I'm also from Belgium and I have used several quarantaine stations over the past years. Now, I think which quarantaine station this post is about and it's the one I used most recently. Now, I have the feeling that only 1 side of the story is being told here.

I purchased a mare at the double diamond sale in Octobre 2010 and she was shipped to the quarantaine in Texas. She had been bred late in the year, so she wasn't confirmed yet. We had her checked at the quarantaine and unfortunately she wasn't in foal. Because we wanted her to be bred in the US, we asked S. if it would be possible to let her stay during the winter. This wasn't a problem at all and she asked a very fair boarding price. Hence, the mare stayed with her from Octobre 2010 till March 2011. During this period, we didn't have any problems whatsoever! She always responded immediately when we had any questions and sent photos when we wanted. In March we received the following photo:






In my opinion, this doesn't look like a mare that hasn't been taken care for during the winter.

Late in March we had her transported to the farm which stallion we had selected for her. All the arrangements were made by quarantaine and again everything went smoothly: no problems with payments, timing. She made sure that the owner of the stallion had all the necessary info like vacination dates, farrier etc..

She was bred, after the first breeding confirmed in foal and stayed at the farm until it was safe for her to be transported. She went back to the quarantaine, and all the arrangements were made for her transport to Europe. And again: no problems. We received photos of her at the airport and in the container with plenty of water and hay. She arrived in Luxembourg in perfect condition! We even received some foal blankets as a gift, because I had mentioned that it was so hard to find quality miniature foal blankets around here.

It's hard for me to believe all these bad stories are about the same person. Based on my experience, I would definitely make use of her facility again and even recommend her to others.



SampleMM said:


> This is absolutely unacceptable! I think we should know which quarantine service in order to avoid using them. I sold a bred mare to a wonderful man in Belgium and the horse was in great shape. I received photos of her during her 30 day quarantine and also photos when she arrived at her new home. I'm sorry that you and others had such a rotten experience. I would be most interested in finding out which quarantine these horses were at. As a breeder, I want nothing but the best for my horses and clients.

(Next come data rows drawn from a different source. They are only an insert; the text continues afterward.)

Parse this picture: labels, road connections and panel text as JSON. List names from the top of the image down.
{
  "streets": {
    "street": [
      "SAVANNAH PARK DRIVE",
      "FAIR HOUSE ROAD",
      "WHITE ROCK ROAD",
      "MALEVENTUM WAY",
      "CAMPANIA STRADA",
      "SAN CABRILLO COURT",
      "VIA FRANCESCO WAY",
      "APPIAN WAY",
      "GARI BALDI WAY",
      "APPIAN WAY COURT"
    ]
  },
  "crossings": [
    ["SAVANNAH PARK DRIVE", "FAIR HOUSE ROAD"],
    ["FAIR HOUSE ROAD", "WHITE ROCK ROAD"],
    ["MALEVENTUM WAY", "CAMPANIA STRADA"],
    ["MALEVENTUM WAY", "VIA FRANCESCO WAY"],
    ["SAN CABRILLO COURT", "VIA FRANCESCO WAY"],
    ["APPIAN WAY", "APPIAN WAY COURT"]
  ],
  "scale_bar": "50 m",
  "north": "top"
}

This man is a good friend of ours and if I remember correctly he worked with quarantaine to transport this mare. He has worked with her a couple of times already and never had any problems.

I'm really sorry for the persons that had such a terrible experience, but I felt I needed to share mine.

Eva


----------



## Minis-von-der-Niersquelle (Dec 13, 2011)

Hello,

We are from Germany and have importet horses this year via Marion.

I can only confirm that everything went fine. The QT was great. I have seen it with my own eyes.... everything worked out very fine.

If we will import horses again OASIS would be our choise!

All the best in the hobby,

Matt


----------



## heartkranch (Dec 13, 2011)

The op's and my horses were all the same shipment and same plan. You saw her pictures! Do I need to post pictures of the yearling with all the lice on her? The vet bills showing the horse had a viral infection. As soon as the people got the horse she was coughing.


----------



## alongman (Dec 13, 2011)

I had the pleasure of speaking with Dr. Collins of the USDA export office today - she is sending me direct contact information "for someone higher up" who will be handling the investigation, etc... for any people who have utilized the facility in question who may have concerns. I was informed that "all matters of animal neglect that could possibly affect international trade" are heavily investigated including the welfare of ALL animals at the facility (and other facilities operated by the owner). I will post that information as soon as I have it. I did speak with the Sheriff again and they reported "a large amount of severely thin horses" and were unable to identify my mare as they were not able to enter the property.


----------



## valshingle (Dec 13, 2011)

Adam -

I am so sorry for what you are going through. I can't imagine how frustrating it must be to be so far away from your mare. Did the Sherrif say they had reported neglect/abuse after seeing the severely thin horses? I would think that observation would give them the legal authority to enter the property in order to investigate.

I wish there was something I could do to help you...


----------



## ohmt (Dec 13, 2011)

Adam-i am also very sorry. Thank you for your message, I am using my phone so can not send one back, but I wanted you to know that I appreciate it. I hope you get your mare back very soon.


----------



## Field-of-Dreams (Dec 13, 2011)

alongman said:


> I had the pleasure of speaking with Dr. Collins of the USDA export office today - she is sending me direct contact information "for someone higher up" who will be handling the investigation, etc... for any people who have utilized the facility in question who may have concerns. I was informed that "all matters of animal neglect that could possibly affect international trade" are heavily investigated including the welfare of ALL animals at the facility (and other facilities operated by the owner). I will post that information as soon as I have it. I did speak with the Sheriff again and they reported "a large amount of severely thin horses" and were unable to identify my mare as they were not able to enter the property.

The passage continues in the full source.